** WORK INSTRUCTION **
Would you copy out the whole listing exactly as given?

** MATERIAL PROVIDED **
================

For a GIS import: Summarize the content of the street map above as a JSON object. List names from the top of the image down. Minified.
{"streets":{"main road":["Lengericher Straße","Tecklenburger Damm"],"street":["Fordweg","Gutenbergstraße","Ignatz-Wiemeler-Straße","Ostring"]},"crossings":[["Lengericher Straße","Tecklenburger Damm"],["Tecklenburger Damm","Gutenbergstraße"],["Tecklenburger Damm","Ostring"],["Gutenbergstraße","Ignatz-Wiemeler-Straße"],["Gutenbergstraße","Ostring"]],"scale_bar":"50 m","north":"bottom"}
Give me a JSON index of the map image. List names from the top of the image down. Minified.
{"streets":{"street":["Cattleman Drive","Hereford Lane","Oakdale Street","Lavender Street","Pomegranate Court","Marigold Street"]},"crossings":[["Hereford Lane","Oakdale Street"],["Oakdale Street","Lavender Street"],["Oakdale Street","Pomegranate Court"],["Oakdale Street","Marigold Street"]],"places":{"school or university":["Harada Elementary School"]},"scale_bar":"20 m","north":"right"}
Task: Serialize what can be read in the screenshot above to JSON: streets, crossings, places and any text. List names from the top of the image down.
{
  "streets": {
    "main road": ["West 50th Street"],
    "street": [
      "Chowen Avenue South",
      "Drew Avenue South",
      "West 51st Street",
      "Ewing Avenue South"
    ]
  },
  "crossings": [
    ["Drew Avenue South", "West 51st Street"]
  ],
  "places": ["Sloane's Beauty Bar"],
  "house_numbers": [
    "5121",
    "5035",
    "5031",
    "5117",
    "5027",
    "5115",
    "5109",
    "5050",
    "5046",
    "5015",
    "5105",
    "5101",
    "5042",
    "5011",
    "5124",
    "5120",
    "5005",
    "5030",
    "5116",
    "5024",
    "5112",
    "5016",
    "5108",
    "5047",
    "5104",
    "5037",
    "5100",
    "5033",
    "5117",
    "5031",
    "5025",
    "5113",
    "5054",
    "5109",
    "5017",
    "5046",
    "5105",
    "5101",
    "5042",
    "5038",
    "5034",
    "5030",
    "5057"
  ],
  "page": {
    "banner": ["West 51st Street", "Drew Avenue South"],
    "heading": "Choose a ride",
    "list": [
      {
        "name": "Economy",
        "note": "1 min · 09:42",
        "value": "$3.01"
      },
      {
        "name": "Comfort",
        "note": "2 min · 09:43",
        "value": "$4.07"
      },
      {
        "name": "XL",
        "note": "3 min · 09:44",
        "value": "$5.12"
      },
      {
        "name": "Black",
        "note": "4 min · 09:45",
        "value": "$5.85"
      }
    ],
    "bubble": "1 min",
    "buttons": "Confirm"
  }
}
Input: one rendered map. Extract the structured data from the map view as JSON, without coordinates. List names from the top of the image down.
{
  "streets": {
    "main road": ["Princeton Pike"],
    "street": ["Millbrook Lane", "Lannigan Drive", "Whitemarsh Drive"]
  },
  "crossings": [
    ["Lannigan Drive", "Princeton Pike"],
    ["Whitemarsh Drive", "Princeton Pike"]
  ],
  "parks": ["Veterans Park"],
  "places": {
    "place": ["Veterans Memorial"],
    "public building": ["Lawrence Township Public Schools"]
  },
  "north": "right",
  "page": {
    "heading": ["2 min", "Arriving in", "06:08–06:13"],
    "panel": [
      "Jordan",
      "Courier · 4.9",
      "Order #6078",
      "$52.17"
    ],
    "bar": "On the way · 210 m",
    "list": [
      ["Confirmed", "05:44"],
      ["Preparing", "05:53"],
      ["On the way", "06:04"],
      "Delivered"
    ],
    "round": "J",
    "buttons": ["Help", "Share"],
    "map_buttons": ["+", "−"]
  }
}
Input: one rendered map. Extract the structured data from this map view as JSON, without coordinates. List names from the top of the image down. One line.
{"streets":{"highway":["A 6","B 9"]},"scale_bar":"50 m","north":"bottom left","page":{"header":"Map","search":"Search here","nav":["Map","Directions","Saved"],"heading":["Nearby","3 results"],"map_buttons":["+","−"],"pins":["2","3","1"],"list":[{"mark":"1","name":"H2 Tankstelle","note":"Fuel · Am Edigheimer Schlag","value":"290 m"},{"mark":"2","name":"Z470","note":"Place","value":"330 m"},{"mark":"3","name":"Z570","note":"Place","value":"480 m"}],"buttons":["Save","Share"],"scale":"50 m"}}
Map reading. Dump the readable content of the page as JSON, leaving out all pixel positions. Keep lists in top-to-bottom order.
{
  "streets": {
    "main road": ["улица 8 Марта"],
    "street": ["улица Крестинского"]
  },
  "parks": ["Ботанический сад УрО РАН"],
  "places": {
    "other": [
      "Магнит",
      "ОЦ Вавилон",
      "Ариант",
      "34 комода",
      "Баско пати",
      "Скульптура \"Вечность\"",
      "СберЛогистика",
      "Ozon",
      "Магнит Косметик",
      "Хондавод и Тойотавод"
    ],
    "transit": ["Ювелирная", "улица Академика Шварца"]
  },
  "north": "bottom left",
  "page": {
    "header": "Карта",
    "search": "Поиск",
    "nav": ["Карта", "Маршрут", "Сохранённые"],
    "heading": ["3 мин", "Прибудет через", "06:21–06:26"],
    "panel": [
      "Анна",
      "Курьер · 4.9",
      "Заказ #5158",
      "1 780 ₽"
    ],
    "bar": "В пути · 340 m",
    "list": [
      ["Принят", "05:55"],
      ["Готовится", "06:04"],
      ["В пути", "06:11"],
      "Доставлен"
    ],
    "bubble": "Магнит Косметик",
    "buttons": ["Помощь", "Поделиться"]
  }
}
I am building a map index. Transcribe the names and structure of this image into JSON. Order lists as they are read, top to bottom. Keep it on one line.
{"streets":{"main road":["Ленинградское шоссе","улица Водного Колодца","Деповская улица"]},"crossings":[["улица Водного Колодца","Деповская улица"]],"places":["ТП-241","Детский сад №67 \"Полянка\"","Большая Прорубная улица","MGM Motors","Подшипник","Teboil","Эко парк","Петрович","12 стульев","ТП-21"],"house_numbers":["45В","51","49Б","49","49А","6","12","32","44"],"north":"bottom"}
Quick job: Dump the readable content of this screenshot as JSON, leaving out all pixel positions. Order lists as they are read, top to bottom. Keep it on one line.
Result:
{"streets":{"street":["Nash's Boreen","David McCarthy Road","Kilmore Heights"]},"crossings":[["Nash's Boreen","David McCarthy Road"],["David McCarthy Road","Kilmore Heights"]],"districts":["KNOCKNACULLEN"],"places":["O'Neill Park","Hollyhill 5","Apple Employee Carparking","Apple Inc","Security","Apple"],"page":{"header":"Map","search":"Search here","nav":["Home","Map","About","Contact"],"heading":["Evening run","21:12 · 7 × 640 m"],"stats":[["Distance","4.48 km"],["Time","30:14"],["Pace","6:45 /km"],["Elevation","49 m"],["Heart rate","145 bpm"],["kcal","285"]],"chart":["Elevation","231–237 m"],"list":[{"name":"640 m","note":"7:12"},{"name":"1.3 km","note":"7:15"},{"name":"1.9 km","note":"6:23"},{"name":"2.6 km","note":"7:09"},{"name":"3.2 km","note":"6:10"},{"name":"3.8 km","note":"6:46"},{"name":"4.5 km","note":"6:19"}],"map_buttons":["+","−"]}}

================

** EXERCISE RESULT **
For a GIS import: Summarize the content of the street map above as a JSON object. List names from the top of the image down. Minified.
{"streets":{"main road":["Lengericher Straße","Tecklenburger Damm"],"street":["Fordweg","Gutenbergstraße","Ignatz-Wiemeler-Straße","Ostring"]},"crossings":[["Lengericher Straße","Tecklenburger Damm"],["Tecklenburger Damm","Gutenbergstraße"],["Tecklenburger Damm","Ostring"],["Gutenbergstraße","Ignatz-Wiemeler-Straße"],["Gutenbergstraße","Ostring"]],"scale_bar":"50 m","north":"bottom"}
Give me a JSON index of the map image. List names from the top of the image down. Minified.
{"streets":{"street":["Cattleman Drive","Hereford Lane","Oakdale Street","Lavender Street","Pomegranate Court","Marigold Street"]},"crossings":[["Hereford Lane","Oakdale Street"],["Oakdale Street","Lavender Street"],["Oakdale Street","Pomegranate Court"],["Oakdale Street","Marigold Street"]],"places":{"school or university":["Harada Elementary School"]},"scale_bar":"20 m","north":"right"}
Task: Serialize what can be read in the screenshot above to JSON: streets, crossings, places and any text. List names from the top of the image down.
{
  "streets": {
    "main road": ["West 50th Street"],
    "street": [
      "Chowen Avenue South",
      "Drew Avenue South",
      "West 51st Street",
      "Ewing Avenue South"
    ]
  },
  "crossings": [
    ["Drew Avenue South", "West 51st Street"]
  ],
  "places": ["Sloane's Beauty Bar"],
  "house_numbers": [
    "5121",
    "5035",
    "5031",
    "5117",
    "5027",
    "5115",
    "5109",
    "5050",
    "5046",
    "5015",
    "5105",
    "5101",
    "5042",
    "5011",
    "5124",
    "5120",
    "5005",
    "5030",
    "5116",
    "5024",
    "5112",
    "5016",
    "5108",
    "5047",
    "5104",
    "5037",
    "5100",
    "5033",
    "5117",
    "5031",
    "5025",
    "5113",
    "5054",
    "5109",
    "5017",
    "5046",
    "5105",
    "5101",
    "5042",
    "5038",
    "5034",
    "5030",
    "5057"
  ],
  "page": {
    "banner": ["West 51st Street", "Drew Avenue South"],
    "heading": "Choose a ride",
    "list": [
      {
        "name": "Economy",
        "note": "1 min · 09:42",
        "value": "$3.01"
      },
      {
        "name": "Comfort",
        "note": "2 min · 09:43",
        "value": "$4.07"
      },
      {
        "name": "XL",
        "note": "3 min · 09:44",
        "value": "$5.12"
      },
      {
        "name": "Black",
        "note": "4 min · 09:45",
        "value": "$5.85"
      }
    ],
    "bubble": "1 min",
    "buttons": "Confirm"
  }
}
Input: one rendered map. Extract the structured data from the map view as JSON, without coordinates. List names from the top of the image down.
{
  "streets": {
    "main road": ["Princeton Pike"],
    "street": ["Millbrook Lane", "Lannigan Drive", "Whitemarsh Drive"]
  },
  "crossings": [
    ["Lannigan Drive", "Princeton Pike"],
    ["Whitemarsh Drive", "Princeton Pike"]
  ],
  "parks": ["Veterans Park"],
  "places": {
    "place": ["Veterans Memorial"],
    "public building": ["Lawrence Township Public Schools"]
  },
  "north": "right",
  "page": {
    "heading": ["2 min", "Arriving in", "06:08–06:13"],
    "panel": [
      "Jordan",
      "Courier · 4.9",
      "Order #6078",
      "$52.17"
    ],
    "bar": "On the way · 210 m",
    "list": [
      ["Confirmed", "05:44"],
      ["Preparing", "05:53"],
      ["On the way", "06:04"],
      "Delivered"
    ],
    "round": "J",
    "buttons": ["Help", "Share"],
    "map_buttons": ["+", "−"]
  }
}
Input: one rendered map. Extract the structured data from this map view as JSON, without coordinates. List names from the top of the image down. One line.
{"streets":{"highway":["A 6","B 9"]},"scale_bar":"50 m","north":"bottom left","page":{"header":"Map","search":"Search here","nav":["Map","Directions","Saved"],"heading":["Nearby","3 results"],"map_buttons":["+","−"],"pins":["2","3","1"],"list":[{"mark":"1","name":"H2 Tankstelle","note":"Fuel · Am Edigheimer Schlag","value":"290 m"},{"mark":"2","name":"Z470","note":"Place","value":"330 m"},{"mark":"3","name":"Z570","note":"Place","value":"480 m"}],"buttons":["Save","Share"],"scale":"50 m"}}
Map reading. Dump the readable content of the page as JSON, leaving out all pixel positions. Keep lists in top-to-bottom order.
{
  "streets": {
    "main road": ["улица 8 Марта"],
    "street": ["улица Крестинского"]
  },
  "parks": ["Ботанический сад УрО РАН"],
  "places": {
    "other": [
      "Магнит",
      "ОЦ Вавилон",
      "Ариант",
      "34 комода",
      "Баско пати",
      "Скульптура \"Вечность\"",
      "СберЛогистика",
      "Ozon",
      "Магнит Косметик",
      "Хондавод и Тойотавод"
    ],
    "transit": ["Ювелирная", "улица Академика Шварца"]
  },
  "north": "bottom left",
  "page": {
    "header": "Карта",
    "search": "Поиск",
    "nav": ["Карта", "Маршрут", "Сохранённые"],
    "heading": ["3 мин", "Прибудет через", "06:21–06:26"],
    "panel": [
      "Анна",
      "Курьер · 4.9",
      "Заказ #5158",
      "1 780 ₽"
    ],
    "bar": "В пути · 340 m",
    "list": [
      ["Принят", "05:55"],
      ["Готовится", "06:04"],
      ["В пути", "06:11"],
      "Доставлен"
    ],
    "bubble": "Магнит Косметик",
    "buttons": ["Помощь", "Поделиться"]
  }
}
I am building a map index. Transcribe the names and structure of this image into JSON. Order lists as they are read, top to bottom. Keep it on one line.
{"streets":{"main road":["Ленинградское шоссе","улица Водного Колодца","Деповская улица"]},"crossings":[["улица Водного Колодца","Деповская улица"]],"places":["ТП-241","Детский сад №67 \"Полянка\"","Большая Прорубная улица","MGM Motors","Подшипник","Teboil","Эко парк","Петрович","12 стульев","ТП-21"],"house_numbers":["45В","51","49Б","49","49А","6","12","32","44"],"north":"bottom"}
Quick job: Dump the readable content of this screenshot as JSON, leaving out all pixel positions. Order lists as they are read, top to bottom. Keep it on one line.
Result:
{"streets":{"street":["Nash's Boreen","David McCarthy Road","Kilmore Heights"]},"crossings":[["Nash's Boreen","David McCarthy Road"],["David McCarthy Road","Kilmore Heights"]],"districts":["KNOCKNACULLEN"],"places":["O'Neill Park","Hollyhill 5","Apple Employee Carparking","Apple Inc","Security","Apple"],"page":{"header":"Map","search":"Search here","nav":["Home","Map","About","Contact"],"heading":["Evening run","21:12 · 7 × 640 m"],"stats":[["Distance","4.48 km"],["Time","30:14"],["Pace","6:45 /km"],["Elevation","49 m"],["Heart rate","145 bpm"],["kcal","285"]],"chart":["Elevation","231–237 m"],"list":[{"name":"640 m","note":"7:12"},{"name":"1.3 km","note":"7:15"},{"name":"1.9 km","note":"6:23"},{"name":"2.6 km","note":"7:09"},{"name":"3.2 km","note":"6:10"},{"name":"3.8 km","note":"6:46"},{"name":"4.5 km","note":"6:19"}],"map_buttons":["+","−"]}}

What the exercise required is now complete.